Supplied entries ->
= = =
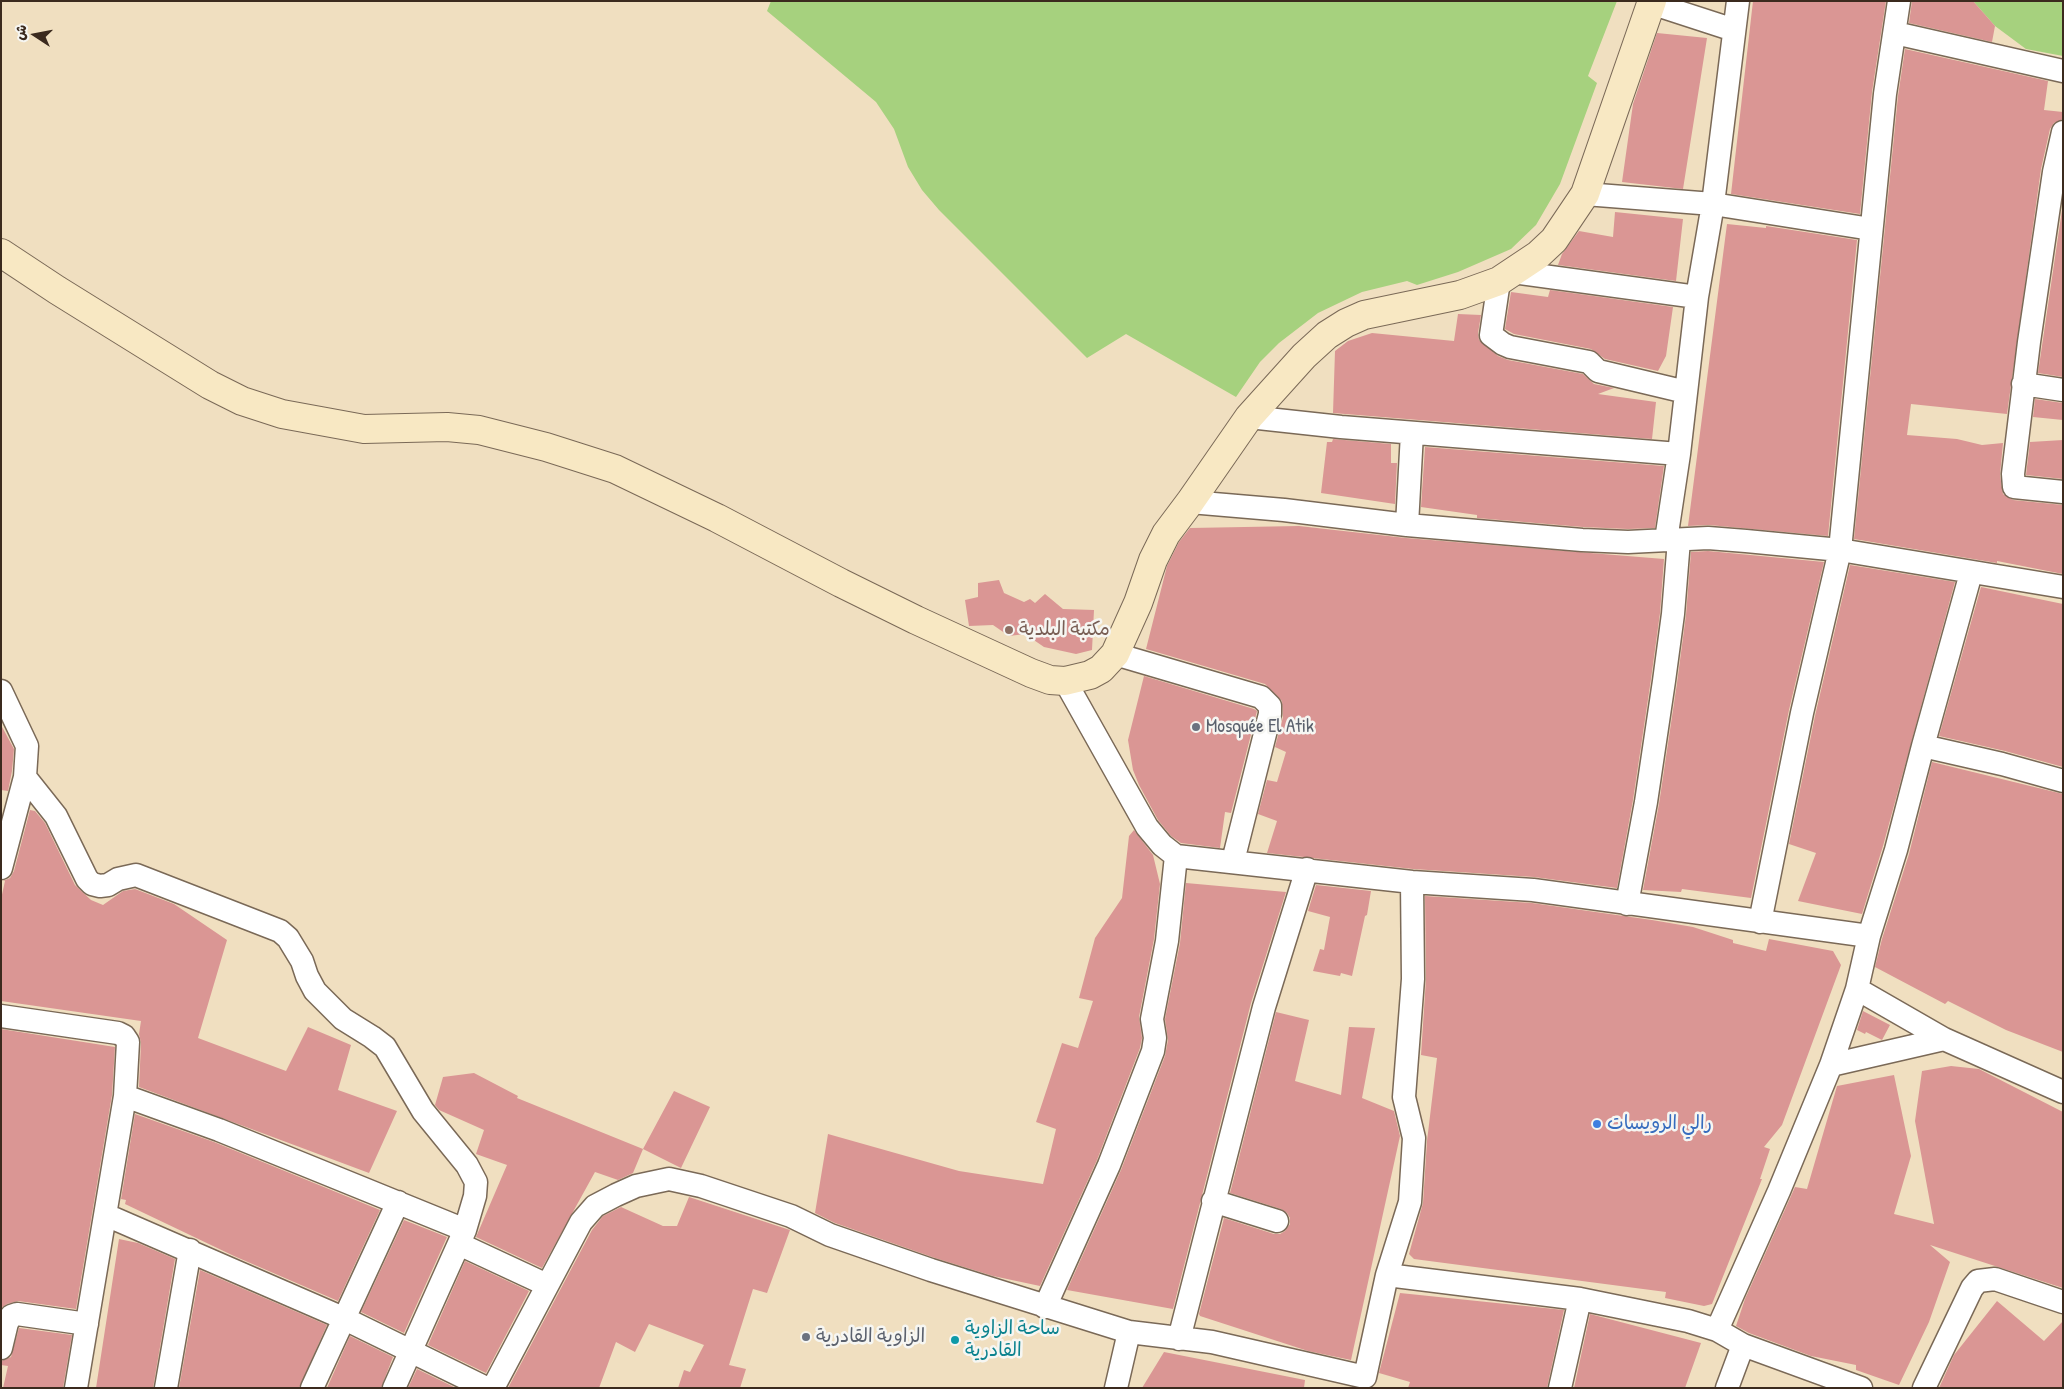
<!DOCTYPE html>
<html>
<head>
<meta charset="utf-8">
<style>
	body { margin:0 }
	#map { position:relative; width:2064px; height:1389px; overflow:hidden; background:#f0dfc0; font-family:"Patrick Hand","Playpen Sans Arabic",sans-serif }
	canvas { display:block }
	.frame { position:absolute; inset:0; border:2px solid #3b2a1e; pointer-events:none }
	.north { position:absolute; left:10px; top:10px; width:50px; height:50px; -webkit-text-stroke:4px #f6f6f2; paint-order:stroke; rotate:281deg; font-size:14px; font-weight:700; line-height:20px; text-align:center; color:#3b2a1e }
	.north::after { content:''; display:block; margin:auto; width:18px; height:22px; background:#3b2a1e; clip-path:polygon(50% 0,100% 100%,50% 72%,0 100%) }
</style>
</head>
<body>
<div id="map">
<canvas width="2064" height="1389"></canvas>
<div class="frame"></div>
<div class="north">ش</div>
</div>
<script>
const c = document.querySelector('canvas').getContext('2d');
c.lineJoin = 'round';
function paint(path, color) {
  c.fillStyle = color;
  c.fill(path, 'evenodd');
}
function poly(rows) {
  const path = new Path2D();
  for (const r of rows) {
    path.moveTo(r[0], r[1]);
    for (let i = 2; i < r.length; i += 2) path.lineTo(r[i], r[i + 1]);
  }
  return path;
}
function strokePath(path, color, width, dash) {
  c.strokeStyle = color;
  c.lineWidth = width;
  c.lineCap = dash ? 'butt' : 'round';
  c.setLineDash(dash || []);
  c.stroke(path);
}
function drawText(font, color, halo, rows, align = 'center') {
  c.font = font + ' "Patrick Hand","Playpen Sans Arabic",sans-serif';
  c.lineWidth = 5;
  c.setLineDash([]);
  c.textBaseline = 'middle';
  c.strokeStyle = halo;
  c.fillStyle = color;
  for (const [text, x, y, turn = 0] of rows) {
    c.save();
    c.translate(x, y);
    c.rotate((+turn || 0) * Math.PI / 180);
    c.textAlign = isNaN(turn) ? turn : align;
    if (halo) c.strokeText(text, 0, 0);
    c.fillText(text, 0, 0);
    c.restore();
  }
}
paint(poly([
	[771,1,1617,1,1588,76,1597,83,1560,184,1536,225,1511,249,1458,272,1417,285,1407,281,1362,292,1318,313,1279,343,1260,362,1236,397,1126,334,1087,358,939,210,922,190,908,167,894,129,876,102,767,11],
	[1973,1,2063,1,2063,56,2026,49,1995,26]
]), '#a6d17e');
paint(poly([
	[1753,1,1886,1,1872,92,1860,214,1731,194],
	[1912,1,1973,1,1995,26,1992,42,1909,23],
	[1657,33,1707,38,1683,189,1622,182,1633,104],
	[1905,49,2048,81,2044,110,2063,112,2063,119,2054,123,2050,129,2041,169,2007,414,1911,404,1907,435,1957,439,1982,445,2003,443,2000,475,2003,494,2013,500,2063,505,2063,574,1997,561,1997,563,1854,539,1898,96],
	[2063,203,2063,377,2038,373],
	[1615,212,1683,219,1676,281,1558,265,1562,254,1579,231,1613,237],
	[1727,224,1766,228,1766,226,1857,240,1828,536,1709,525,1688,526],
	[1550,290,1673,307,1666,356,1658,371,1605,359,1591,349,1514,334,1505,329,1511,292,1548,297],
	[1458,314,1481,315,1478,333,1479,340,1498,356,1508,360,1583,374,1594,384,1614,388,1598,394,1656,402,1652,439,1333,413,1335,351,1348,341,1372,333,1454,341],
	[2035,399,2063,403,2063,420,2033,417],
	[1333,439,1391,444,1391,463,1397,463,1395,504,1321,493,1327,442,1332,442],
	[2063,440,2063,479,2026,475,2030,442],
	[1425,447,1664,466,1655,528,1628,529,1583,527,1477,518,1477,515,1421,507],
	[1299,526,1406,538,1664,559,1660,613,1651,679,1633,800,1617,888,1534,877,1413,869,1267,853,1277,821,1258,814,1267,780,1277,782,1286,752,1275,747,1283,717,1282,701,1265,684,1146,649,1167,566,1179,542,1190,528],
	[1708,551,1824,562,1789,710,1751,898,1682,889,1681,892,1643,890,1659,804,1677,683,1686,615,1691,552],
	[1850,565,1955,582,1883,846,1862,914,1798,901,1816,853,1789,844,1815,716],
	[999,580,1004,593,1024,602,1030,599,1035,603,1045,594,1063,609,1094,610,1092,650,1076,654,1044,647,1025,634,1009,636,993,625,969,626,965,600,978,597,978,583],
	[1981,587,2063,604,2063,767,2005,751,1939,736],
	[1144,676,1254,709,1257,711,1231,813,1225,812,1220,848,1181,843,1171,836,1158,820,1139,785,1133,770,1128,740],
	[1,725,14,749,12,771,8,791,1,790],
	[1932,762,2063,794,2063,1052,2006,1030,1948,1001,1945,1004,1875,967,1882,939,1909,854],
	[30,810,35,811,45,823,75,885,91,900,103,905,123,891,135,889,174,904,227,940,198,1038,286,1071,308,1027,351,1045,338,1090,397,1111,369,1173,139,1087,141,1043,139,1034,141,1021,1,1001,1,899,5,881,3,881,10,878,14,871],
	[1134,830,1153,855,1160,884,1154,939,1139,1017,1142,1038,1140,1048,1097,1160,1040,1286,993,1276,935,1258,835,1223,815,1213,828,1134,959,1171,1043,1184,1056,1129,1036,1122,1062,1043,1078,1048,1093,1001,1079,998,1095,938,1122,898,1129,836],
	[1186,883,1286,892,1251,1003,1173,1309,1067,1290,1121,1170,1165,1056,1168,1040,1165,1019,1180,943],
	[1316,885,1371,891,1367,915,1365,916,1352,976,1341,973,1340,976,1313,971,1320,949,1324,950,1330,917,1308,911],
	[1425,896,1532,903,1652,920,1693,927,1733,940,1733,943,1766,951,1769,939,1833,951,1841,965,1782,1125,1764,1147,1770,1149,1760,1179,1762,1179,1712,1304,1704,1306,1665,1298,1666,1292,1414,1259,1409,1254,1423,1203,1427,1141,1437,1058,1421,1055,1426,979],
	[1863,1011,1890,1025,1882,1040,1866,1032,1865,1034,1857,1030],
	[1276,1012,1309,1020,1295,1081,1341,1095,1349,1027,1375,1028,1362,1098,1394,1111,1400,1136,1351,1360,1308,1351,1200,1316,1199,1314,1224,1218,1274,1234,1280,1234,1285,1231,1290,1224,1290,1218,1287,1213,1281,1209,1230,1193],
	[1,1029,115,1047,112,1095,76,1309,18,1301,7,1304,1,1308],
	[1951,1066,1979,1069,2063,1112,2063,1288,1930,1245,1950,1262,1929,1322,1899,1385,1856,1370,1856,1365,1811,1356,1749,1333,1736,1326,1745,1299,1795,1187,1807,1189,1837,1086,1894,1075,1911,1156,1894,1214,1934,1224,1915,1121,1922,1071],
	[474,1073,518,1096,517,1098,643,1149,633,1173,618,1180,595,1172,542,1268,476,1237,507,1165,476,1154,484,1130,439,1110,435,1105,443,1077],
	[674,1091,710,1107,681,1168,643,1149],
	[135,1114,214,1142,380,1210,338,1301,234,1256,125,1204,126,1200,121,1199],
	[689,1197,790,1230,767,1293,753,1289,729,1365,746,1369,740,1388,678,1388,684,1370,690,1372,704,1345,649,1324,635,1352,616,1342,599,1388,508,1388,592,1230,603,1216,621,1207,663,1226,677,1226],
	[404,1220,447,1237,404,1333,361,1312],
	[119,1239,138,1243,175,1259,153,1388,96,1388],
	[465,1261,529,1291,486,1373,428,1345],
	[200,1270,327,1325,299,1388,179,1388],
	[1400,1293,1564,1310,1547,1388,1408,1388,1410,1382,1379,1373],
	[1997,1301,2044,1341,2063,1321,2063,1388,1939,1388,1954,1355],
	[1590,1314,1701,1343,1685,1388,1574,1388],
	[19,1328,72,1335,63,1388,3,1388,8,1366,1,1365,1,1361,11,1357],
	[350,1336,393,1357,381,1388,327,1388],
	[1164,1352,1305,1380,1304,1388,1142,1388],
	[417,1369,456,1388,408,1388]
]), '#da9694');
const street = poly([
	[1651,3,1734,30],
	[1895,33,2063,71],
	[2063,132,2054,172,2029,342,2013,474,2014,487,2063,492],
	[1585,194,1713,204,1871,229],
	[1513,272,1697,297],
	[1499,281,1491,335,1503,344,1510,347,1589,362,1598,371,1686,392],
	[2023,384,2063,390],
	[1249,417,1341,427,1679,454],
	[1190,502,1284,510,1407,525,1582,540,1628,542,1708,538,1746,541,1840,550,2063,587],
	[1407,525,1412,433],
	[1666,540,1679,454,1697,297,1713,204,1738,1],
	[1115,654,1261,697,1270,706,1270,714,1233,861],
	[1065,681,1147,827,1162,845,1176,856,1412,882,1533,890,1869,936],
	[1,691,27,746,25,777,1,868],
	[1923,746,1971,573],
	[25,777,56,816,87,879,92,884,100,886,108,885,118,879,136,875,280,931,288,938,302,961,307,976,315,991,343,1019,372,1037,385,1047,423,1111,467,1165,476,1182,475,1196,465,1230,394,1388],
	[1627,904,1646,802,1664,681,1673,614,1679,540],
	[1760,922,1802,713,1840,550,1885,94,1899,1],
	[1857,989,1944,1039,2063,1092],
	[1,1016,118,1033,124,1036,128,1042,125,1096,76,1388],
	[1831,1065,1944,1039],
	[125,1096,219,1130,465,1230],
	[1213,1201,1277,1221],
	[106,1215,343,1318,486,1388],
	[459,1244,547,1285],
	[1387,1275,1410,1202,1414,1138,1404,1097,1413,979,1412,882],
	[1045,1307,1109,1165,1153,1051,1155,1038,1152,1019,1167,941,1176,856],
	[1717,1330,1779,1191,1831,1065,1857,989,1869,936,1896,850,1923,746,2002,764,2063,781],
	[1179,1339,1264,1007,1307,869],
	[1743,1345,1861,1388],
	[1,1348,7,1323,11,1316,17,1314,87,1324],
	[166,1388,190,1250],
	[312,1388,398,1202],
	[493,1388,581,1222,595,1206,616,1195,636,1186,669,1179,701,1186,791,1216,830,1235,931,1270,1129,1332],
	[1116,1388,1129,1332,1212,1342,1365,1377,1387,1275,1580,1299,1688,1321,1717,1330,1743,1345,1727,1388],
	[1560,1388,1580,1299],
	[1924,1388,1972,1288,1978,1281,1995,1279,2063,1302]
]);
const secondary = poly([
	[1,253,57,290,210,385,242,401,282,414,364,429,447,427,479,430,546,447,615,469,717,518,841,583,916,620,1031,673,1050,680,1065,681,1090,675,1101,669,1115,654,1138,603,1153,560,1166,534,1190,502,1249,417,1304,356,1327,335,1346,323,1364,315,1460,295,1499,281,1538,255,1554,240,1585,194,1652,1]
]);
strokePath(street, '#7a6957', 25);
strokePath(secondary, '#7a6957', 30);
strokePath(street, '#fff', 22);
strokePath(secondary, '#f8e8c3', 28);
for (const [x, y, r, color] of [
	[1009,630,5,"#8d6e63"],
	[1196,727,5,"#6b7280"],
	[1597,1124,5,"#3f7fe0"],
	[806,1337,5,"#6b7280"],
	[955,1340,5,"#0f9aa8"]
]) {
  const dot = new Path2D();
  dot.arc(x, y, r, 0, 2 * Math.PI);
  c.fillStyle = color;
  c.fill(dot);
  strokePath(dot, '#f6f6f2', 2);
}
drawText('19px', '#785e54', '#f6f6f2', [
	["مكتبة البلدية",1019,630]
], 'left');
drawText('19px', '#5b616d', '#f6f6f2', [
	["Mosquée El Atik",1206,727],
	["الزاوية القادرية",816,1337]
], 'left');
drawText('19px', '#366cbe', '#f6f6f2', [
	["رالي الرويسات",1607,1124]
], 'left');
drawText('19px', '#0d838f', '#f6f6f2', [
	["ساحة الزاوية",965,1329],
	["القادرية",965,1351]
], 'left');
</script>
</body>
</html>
= = =
Instructions to follow ->
Among the lines above, return those that contain the string "rows".

Reply ->
function poly(rows) {
  for (const r of rows) {
function drawText(font, color, halo, rows, align = 'center') {
  for (const [text, x, y, turn = 0] of rows) {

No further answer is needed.